Chat Over Coffee (COC) is an intellectual platform where individuals voice their personal opinions in a strong yet innocuous tone. This wonderful venture of CSA aims to sensitize Christites on various social issues.
The topic of discussion for the last COC was ‘Need for Alternate Education’. As the initially lukewarm discussion gathered momentum, participants found themselves in the midst of an intense argument.
The discussion opened with a conversation on what the participants thought alternate education meant. It came down to a unanimous agreement that the term encompasses student-friendly education.
Later the discussion moved on to why alternate education is not being implemented widely. The views that were put forth shed light on the societal misconception that alternate schooling is meant for children with special needs.

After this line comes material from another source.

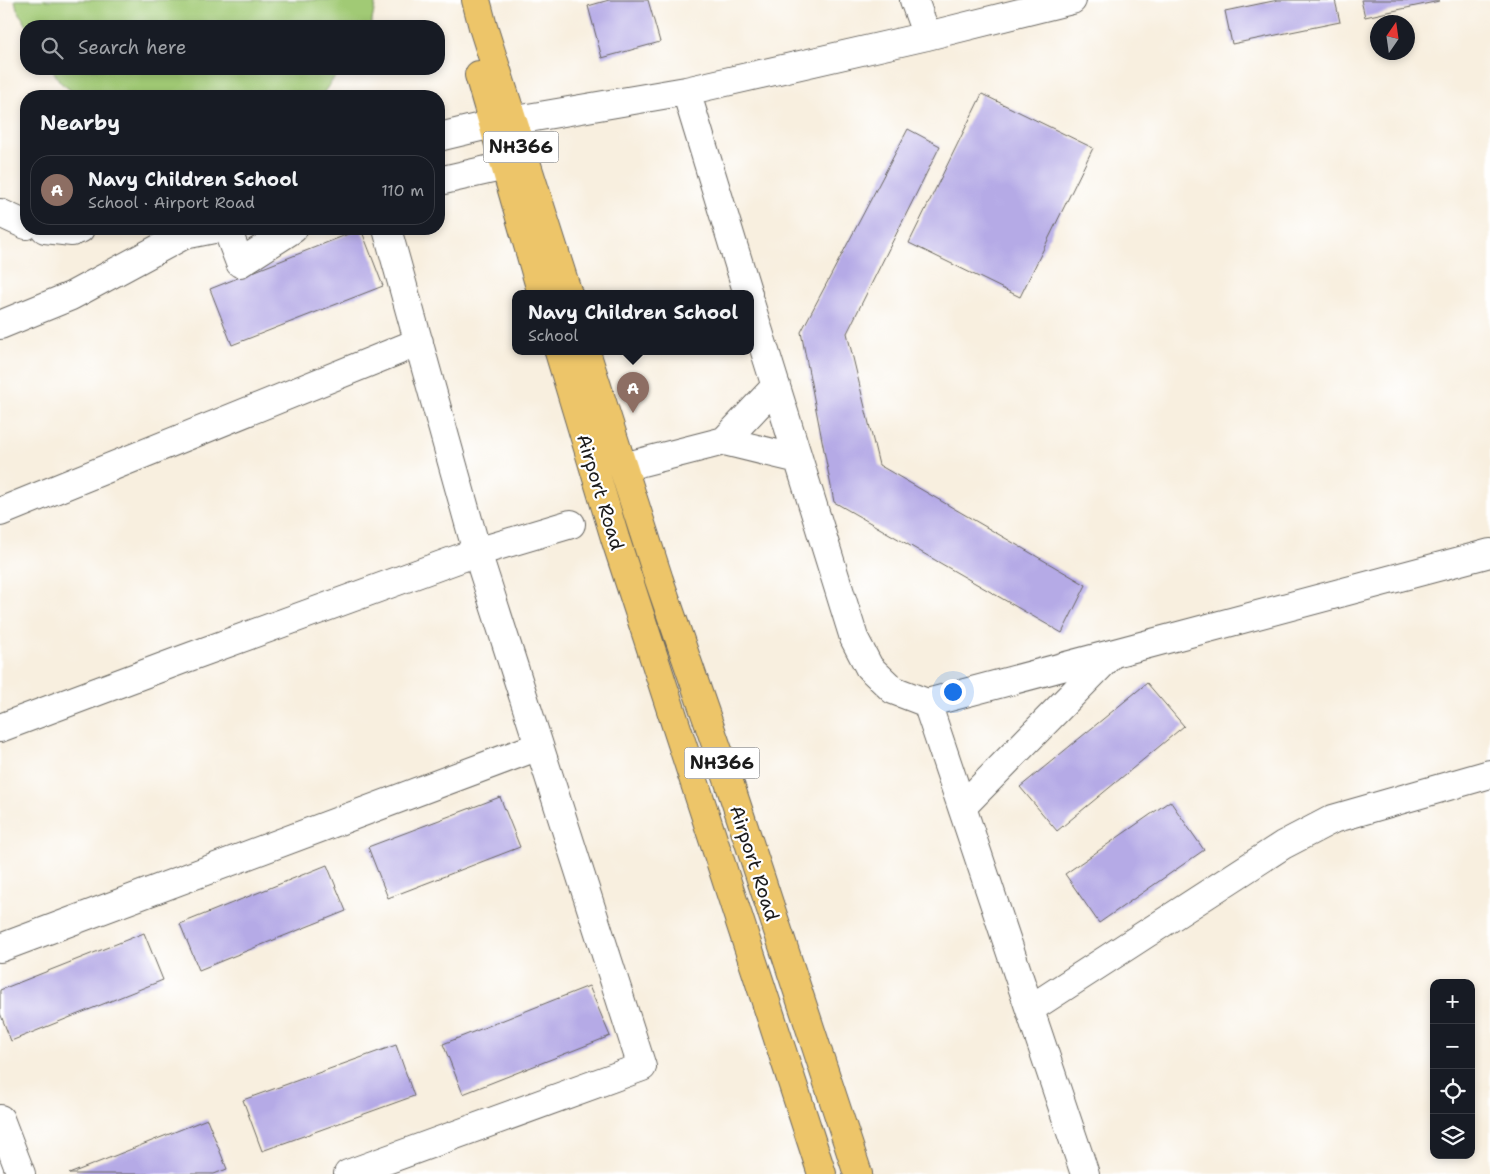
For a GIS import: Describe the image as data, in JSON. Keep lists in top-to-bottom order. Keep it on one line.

This realization moved the conversation to other spheres, such as perfect life and how alternate schooling does not pose enough academic challenges to its students. Alternate education is often ‘anti-competitive’; thus, when encountered with the real world—a world driven by competition where success is assessed by marks alone—its students find it hard to adapt to it.
This raised questions about the practicality of alternate education. One of its characteristics is the low student-teacher ratio. When there are so many students and so few teachers, how can alternate education be more widely implemented? How can one teacher pay equal attention to so many students?

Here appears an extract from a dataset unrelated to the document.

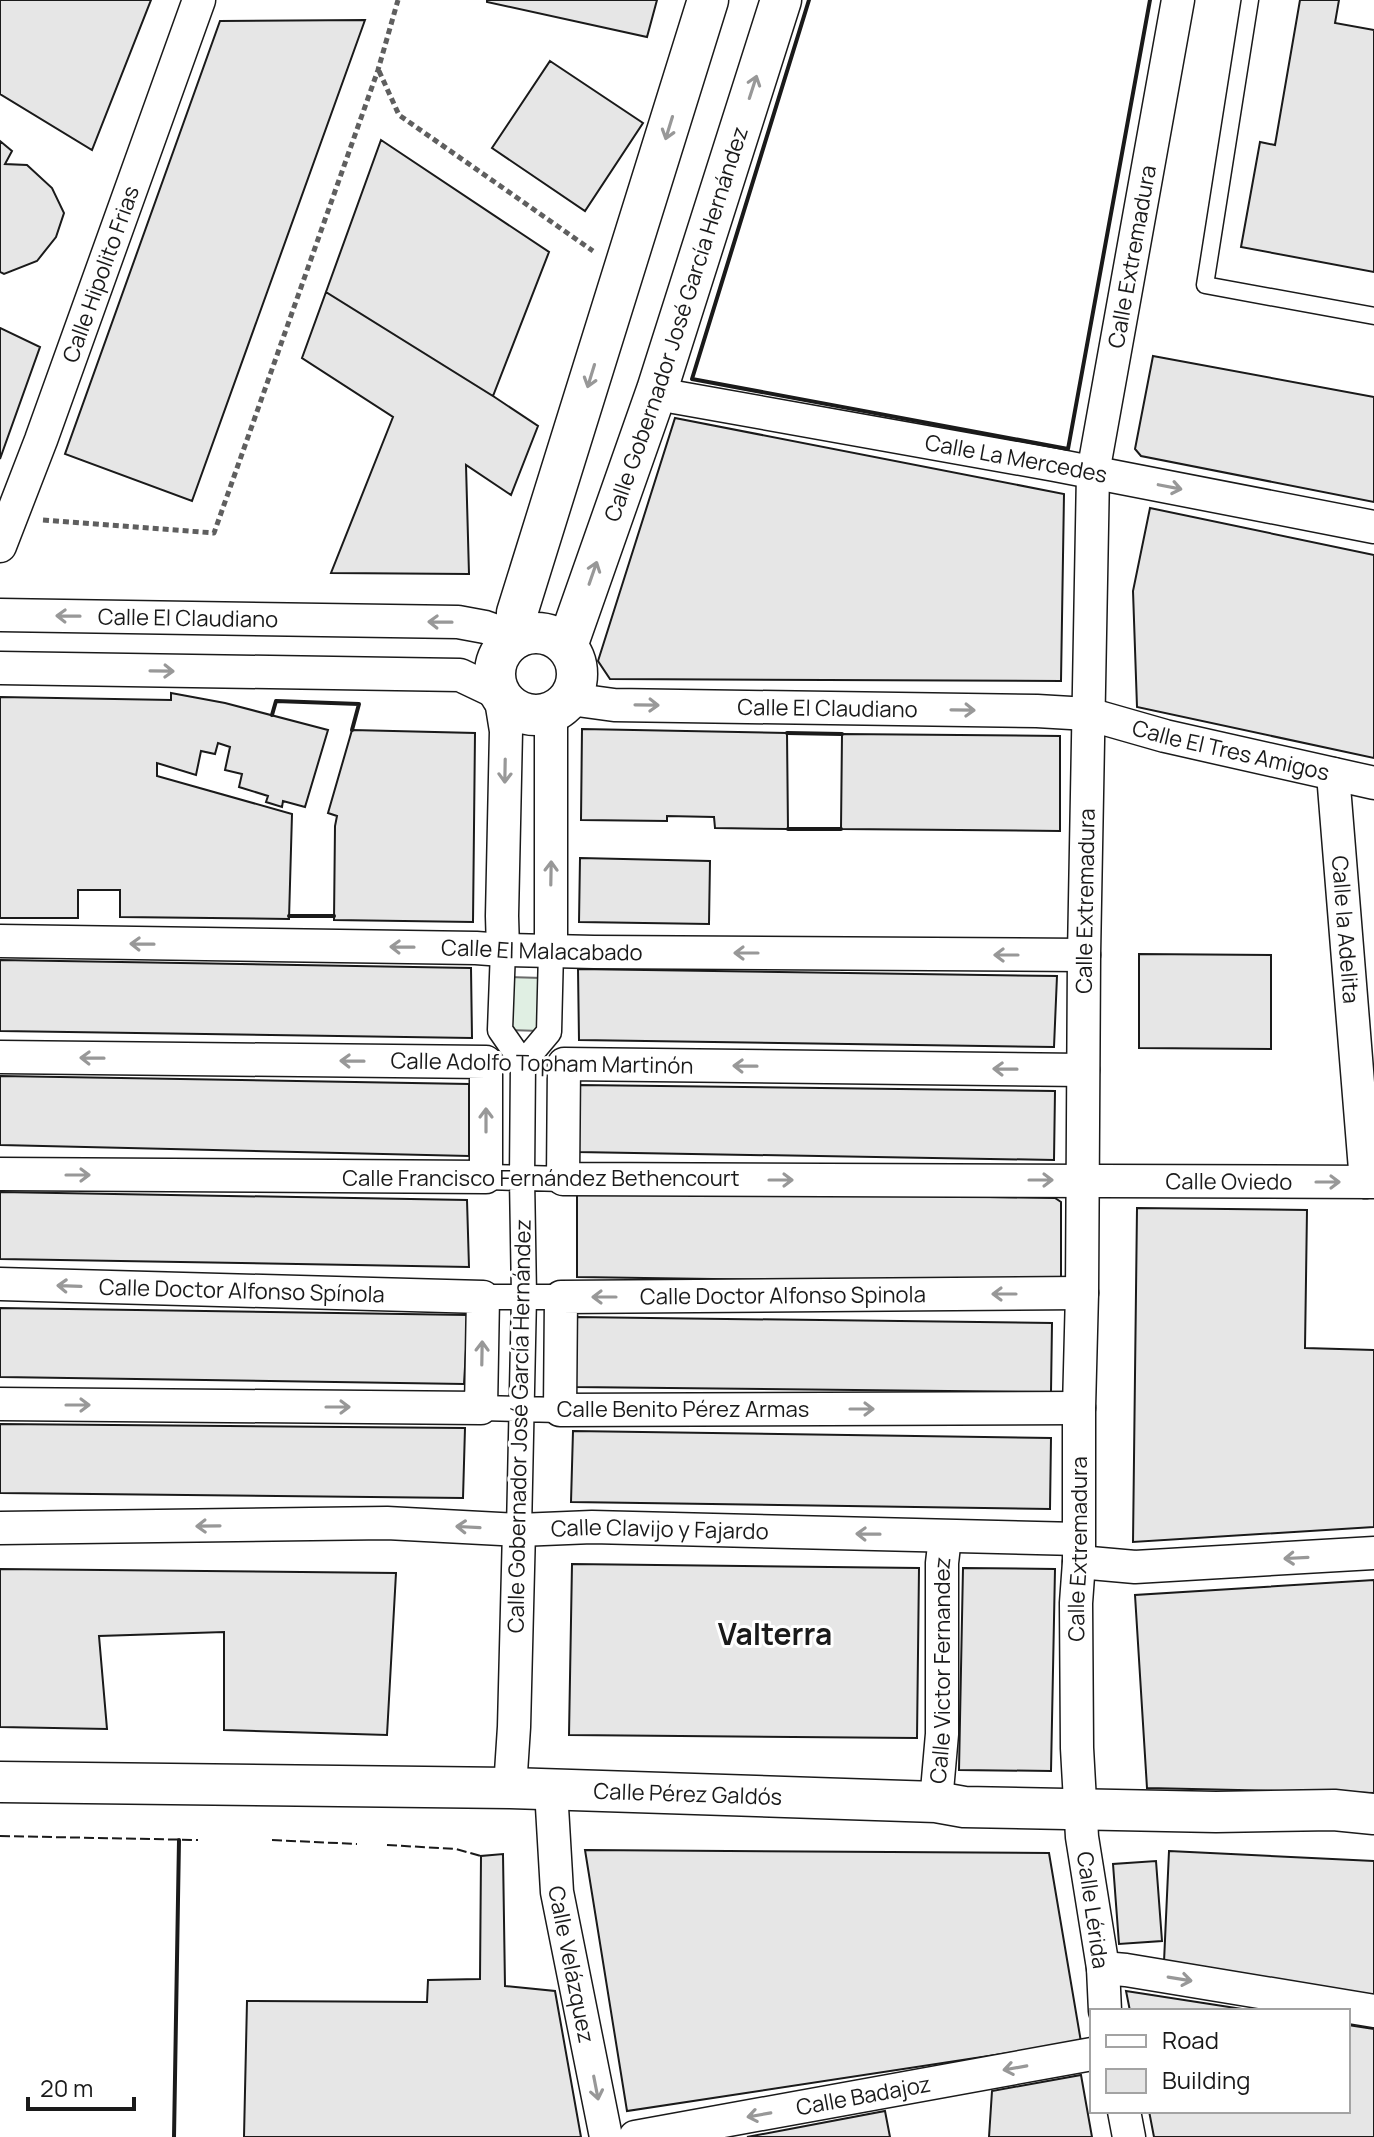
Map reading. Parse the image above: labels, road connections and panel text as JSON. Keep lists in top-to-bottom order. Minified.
{"streets":{"street":["Calle Extremadura","Calle Hipolito Frias","Calle Gobernador José García Hernández","Calle La Mercedes","Calle El Claudiano","Calle El Tres Amigos","Calle la Adelita","Calle El Malacabado","Calle Adolfo Topham Martinón","Calle Francisco Fernández Bethencourt","Calle Oviedo","Calle Doctor Alfonso Spínola","Calle Doctor Alfonso Spinola","Calle Benito Pérez Armas","Calle Clavijo y Fajardo","Calle Victor Fernandez","Calle Pérez Galdós","Calle Lérida","Calle Velázquez","Calle Badajoz"]},"crossings":[["Calle Extremadura","Calle La Mercedes"],["Calle Extremadura","Calle El Claudiano"],["Calle Extremadura","Calle El Tres Amigos"],["Calle Extremadura","Calle El Malacabado"],["Calle Extremadura","Calle Adolfo Topham Martinón"],["Calle Extremadura","Calle Francisco Fernández Bethencourt"],["Calle Extremadura","Calle Oviedo"],["Calle Extremadura","Calle Doctor Alfonso Spinola"],["Calle Extremadura","Calle Benito Pérez Armas"],["Calle Extremadura","Calle Clavijo y Fajardo"],["Calle Extremadura","Calle Pérez Galdós"],["Calle Extremadura","Calle Lérida"],["Calle Gobernador José García Hernández","Calle La Mercedes"],["Calle Gobernador José García Hernández","Calle El Claudiano"],["Calle Gobernador José García Hernández","Calle Adolfo Topham Martinón"],["Calle Gobernador José García Hernández","Calle Francisco Fernández Bethencourt"],["Calle Gobernador José García Hernández","Calle Doctor Alfonso Spínola"],["Calle Gobernador José García Hernández","Calle Doctor Alfonso Spinola"],["Calle Gobernador José García Hernández","Calle Benito Pérez Armas"],["Calle Gobernador José García Hernández","Calle Clavijo y Fajardo"],["Calle Gobernador José García Hernández","Calle Pérez Galdós"],["Calle El Claudiano","Calle El Tres Amigos"],["Calle El Tres Amigos","Calle la Adelita"],["Calle la Adelita","Calle Oviedo"],["Calle Francisco Fernández Bethencourt","Calle Oviedo"],["Calle Doctor Alfonso Spínola","Calle Doctor Alfonso Spinola"],["Calle Clavijo y Fajardo","Calle Victor Fernandez"],["Calle Victor Fernandez","Calle Pérez Galdós"],["Calle Pérez Galdós","Calle Lérida"],["Calle Pérez Galdós","Calle Velázquez"]],"one_way":["Calle La Mercedes","Calle Adolfo Topham Martinón","Calle Francisco Fernández Bethencourt","Calle Oviedo","Calle Doctor Alfonso Spínola","Calle Doctor Alfonso Spinola","Calle Benito Pérez Armas","Calle Clavijo y Fajardo","Calle Velázquez","Calle Badajoz"],"districts":["Valterra"],"legend":["Road","Building"],"scale_bar":"20 m"}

The session later discussed the special skills alternate education equips its students with. Participants expressed their views about the importance of nurturing and perfecting extra-curricular skills, how alternate education gives these ample importance, and the reasons why these are looked down upon in mainstream education.
The session gave way for an open-ended conclusion, as it is the COC spirit to ‘agree to disagree’. The participants accepted that although alternate education system is advantageous is many ways, it is not pragmatic to be applied on a large scale, making its standardization difficult.